Speaker
Description
Quantum materials are a broad class of systems that exhibit many unusual and exotic phenomena [1] in which the chemical and magnetic ground states can be deeply intertwined. For example, ZnV2O4 is an S = 1, cubic spinel which contains a geometrically frustrated pyrochlore sublattice. Previous studies have shown that the magnetic ground state for ZnV2O4 appears to be highly sample dependent, ranging from an antiferromagnet to an unconventional and highly frustrated spin glass [2-4]. We hypothesise that local deviations from the average chemical structure, which arise during the sample preparation, are at the heart of this problem.
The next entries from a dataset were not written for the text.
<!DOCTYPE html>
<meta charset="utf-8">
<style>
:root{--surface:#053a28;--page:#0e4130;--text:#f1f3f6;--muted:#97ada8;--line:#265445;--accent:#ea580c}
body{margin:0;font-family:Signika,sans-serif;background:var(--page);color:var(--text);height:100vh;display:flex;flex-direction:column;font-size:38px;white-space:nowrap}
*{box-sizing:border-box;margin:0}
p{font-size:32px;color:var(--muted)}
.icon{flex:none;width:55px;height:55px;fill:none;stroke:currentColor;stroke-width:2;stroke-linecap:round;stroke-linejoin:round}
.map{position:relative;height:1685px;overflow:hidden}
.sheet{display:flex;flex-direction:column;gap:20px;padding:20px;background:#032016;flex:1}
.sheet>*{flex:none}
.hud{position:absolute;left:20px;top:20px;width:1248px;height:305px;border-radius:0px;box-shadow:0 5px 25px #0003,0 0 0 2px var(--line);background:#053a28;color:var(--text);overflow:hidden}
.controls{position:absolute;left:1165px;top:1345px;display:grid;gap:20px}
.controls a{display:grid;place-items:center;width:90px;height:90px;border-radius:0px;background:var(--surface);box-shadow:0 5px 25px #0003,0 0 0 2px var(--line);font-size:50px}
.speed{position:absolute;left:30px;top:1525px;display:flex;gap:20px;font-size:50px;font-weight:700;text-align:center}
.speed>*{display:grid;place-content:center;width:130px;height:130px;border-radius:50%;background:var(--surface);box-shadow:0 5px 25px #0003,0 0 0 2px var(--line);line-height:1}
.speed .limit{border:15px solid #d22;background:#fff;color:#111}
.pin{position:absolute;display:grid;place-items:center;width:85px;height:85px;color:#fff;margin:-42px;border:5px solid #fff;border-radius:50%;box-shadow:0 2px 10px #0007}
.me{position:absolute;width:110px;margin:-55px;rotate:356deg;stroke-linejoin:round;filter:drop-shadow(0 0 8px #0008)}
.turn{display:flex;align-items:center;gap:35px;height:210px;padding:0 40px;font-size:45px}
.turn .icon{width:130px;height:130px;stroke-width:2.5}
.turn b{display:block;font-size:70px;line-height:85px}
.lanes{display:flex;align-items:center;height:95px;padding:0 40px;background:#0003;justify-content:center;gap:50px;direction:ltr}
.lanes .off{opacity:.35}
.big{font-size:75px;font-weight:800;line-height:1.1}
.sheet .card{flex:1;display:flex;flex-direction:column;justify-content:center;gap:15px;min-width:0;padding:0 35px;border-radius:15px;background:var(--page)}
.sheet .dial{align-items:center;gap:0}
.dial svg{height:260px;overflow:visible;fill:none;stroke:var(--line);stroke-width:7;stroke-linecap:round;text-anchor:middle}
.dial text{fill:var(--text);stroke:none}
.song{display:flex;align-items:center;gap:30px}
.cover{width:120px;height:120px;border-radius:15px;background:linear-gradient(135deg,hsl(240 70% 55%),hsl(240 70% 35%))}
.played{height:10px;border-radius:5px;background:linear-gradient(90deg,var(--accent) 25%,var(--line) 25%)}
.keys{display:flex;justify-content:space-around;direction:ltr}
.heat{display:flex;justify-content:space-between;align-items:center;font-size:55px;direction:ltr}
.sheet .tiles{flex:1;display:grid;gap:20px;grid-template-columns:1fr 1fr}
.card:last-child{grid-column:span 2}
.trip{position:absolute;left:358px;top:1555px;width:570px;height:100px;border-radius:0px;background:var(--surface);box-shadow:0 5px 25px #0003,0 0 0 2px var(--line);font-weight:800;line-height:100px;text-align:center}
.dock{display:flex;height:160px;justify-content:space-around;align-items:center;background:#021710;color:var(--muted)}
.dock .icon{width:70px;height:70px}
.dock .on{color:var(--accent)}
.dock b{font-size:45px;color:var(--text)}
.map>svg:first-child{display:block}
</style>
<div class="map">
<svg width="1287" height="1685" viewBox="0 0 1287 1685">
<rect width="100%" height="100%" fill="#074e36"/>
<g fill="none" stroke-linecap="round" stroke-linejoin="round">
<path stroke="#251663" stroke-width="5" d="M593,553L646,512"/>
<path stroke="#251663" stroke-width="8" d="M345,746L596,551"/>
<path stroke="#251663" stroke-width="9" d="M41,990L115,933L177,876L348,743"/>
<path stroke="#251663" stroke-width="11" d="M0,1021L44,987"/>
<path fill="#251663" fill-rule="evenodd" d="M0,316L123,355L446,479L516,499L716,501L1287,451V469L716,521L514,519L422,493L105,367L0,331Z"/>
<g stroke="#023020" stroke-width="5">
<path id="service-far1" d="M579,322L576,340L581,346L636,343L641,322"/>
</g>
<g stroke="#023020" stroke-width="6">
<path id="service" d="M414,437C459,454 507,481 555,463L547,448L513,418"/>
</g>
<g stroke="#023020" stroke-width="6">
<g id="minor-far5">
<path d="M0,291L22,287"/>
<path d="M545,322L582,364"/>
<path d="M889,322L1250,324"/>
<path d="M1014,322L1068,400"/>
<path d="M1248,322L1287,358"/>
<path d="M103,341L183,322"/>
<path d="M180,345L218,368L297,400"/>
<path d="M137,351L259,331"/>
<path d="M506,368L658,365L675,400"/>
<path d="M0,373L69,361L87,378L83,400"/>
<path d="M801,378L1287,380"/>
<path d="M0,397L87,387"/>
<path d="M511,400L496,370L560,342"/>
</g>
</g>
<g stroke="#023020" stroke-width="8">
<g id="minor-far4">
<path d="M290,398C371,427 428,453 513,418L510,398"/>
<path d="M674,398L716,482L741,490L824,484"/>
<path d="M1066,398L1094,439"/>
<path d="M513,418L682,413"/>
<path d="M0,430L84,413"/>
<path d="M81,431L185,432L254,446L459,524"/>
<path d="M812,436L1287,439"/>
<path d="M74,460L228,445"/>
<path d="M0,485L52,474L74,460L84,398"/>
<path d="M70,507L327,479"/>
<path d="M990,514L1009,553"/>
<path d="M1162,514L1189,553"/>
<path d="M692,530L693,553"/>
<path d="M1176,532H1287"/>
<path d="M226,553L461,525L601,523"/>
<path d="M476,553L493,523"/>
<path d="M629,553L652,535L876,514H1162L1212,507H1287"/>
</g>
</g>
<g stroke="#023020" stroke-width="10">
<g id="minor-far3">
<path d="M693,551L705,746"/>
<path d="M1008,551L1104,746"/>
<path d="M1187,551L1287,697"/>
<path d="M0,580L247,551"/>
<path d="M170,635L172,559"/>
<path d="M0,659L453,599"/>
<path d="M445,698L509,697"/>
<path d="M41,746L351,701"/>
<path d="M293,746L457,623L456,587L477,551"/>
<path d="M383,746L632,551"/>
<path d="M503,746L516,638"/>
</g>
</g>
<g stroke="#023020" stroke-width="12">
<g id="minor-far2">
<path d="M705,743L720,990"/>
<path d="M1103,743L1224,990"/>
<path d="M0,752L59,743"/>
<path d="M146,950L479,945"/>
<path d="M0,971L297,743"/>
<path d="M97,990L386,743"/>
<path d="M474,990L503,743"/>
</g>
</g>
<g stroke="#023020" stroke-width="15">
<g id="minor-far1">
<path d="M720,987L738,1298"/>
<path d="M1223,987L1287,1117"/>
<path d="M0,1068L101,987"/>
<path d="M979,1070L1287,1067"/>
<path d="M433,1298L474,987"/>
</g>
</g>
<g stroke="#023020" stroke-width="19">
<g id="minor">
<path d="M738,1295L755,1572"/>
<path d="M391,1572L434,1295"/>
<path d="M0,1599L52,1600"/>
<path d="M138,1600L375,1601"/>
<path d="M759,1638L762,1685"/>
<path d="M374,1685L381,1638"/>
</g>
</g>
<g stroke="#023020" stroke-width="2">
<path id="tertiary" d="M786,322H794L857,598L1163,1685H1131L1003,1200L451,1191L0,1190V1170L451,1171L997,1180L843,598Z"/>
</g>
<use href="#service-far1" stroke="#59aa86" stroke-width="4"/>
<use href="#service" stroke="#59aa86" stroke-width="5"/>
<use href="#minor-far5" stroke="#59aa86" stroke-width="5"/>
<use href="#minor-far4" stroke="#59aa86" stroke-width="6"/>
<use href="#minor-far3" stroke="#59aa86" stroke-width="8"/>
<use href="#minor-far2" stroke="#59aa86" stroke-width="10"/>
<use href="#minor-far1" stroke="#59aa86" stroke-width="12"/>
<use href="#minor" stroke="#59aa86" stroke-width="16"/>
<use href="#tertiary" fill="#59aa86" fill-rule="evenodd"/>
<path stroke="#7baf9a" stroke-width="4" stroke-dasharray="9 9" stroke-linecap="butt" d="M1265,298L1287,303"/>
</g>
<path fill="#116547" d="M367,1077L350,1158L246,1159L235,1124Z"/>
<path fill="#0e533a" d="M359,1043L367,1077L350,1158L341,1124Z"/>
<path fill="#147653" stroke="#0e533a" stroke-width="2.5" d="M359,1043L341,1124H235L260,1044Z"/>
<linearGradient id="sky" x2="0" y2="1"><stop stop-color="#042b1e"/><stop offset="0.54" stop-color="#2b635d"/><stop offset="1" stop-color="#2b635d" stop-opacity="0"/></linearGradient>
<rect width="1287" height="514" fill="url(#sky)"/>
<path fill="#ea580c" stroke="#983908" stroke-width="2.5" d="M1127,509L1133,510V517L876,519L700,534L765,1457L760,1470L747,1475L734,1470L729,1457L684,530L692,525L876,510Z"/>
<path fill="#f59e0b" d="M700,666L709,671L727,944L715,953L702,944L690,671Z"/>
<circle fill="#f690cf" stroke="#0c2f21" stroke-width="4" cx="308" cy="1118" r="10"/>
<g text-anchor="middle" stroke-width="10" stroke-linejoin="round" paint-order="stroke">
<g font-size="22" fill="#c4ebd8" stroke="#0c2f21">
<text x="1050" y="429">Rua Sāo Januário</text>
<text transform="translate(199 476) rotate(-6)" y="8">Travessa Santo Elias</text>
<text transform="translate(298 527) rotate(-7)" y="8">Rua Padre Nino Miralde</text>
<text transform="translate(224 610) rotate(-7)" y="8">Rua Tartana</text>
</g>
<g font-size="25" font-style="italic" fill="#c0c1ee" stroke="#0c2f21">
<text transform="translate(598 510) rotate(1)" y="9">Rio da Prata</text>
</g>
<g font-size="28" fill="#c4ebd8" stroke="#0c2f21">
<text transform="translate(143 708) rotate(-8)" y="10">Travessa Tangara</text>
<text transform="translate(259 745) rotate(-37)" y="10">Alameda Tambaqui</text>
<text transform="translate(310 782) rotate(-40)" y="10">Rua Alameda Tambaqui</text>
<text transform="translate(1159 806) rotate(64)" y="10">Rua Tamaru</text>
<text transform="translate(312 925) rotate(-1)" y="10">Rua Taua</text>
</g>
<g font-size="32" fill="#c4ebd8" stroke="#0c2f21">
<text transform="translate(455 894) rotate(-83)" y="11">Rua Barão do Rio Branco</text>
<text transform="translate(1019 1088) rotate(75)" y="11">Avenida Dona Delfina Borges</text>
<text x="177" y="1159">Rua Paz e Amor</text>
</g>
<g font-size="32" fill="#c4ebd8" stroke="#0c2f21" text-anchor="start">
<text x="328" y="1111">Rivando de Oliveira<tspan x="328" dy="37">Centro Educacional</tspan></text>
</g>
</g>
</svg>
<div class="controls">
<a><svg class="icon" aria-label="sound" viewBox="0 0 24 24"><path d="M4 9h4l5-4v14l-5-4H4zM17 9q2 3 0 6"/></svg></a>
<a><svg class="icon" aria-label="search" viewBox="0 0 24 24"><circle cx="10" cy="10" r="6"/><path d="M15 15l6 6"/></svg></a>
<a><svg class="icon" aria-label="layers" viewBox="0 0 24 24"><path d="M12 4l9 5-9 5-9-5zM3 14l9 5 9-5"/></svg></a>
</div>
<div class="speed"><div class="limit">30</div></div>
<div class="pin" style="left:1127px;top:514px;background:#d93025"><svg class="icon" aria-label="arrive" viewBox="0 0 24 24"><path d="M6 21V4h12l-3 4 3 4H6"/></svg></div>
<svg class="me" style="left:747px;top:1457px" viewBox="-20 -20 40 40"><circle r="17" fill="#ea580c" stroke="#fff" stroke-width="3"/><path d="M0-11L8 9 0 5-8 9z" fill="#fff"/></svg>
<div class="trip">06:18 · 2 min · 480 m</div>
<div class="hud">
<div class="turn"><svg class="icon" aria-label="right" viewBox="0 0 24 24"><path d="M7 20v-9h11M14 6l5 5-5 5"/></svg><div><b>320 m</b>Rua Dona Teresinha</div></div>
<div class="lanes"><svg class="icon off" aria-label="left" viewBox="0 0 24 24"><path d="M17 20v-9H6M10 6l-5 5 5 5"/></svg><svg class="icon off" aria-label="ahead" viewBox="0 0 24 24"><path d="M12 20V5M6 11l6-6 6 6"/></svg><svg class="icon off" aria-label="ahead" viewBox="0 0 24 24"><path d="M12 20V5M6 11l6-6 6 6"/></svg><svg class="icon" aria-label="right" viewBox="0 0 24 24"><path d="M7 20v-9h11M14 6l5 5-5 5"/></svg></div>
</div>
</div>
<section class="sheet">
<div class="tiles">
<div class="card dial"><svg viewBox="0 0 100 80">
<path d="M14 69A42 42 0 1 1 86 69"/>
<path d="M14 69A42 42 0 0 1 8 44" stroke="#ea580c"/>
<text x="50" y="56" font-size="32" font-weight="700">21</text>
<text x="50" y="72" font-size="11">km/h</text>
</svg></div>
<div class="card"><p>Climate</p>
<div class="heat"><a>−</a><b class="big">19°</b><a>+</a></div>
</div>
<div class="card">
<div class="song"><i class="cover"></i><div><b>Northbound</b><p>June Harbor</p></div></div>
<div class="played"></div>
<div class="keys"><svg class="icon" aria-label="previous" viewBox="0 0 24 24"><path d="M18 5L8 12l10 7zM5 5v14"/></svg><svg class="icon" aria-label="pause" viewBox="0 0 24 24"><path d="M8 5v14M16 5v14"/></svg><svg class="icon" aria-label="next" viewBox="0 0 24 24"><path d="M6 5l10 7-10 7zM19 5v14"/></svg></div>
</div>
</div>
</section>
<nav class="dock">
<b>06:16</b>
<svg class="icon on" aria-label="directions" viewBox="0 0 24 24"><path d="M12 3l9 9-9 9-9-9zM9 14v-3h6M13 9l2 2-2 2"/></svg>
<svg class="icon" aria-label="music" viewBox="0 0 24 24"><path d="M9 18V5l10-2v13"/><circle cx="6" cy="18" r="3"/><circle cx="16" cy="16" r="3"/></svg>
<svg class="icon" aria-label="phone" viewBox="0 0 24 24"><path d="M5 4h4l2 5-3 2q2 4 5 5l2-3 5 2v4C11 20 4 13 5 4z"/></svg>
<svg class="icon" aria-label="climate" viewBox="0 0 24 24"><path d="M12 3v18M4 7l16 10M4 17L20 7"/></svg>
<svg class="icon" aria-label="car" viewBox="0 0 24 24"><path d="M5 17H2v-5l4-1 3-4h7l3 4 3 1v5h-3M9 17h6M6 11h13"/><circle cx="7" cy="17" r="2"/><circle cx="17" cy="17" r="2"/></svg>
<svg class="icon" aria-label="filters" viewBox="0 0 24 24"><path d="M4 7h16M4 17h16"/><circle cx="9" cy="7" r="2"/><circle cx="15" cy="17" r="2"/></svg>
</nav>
To explore this, we have prepared two powder samples of ZnV2O4 using different synthetic routes, a conventional solid-state route and a novel rapid microwave-assisted method [5]. In this talk we will explore how synthesis impacts the evolution of the chemical and magnetic ground states of ZnV2O4, using high-resolution powder neutron and X-ray diffraction and magnetometry to reveal the average structural and magnetic behaviour, and, X-ray pair distribution function analysis and diffuse neutron scattering data to understand the local structure.
References
1. C. Broholm et al., Science 367 6475 (2020)
2. Y. Ueda et al., J. Phys. Soc. 66, 3 (1997)
3. S. Ebbinghaus et al. J. Alloys Compd., 370, 75 (2004)
4. A. J. Browne and J. P. Attfield, Phys. Rev. B, 101, 024112 (2020)
5. E. E Levin et al. Chem Mater. 31 18, 7151 – 7159 (2019).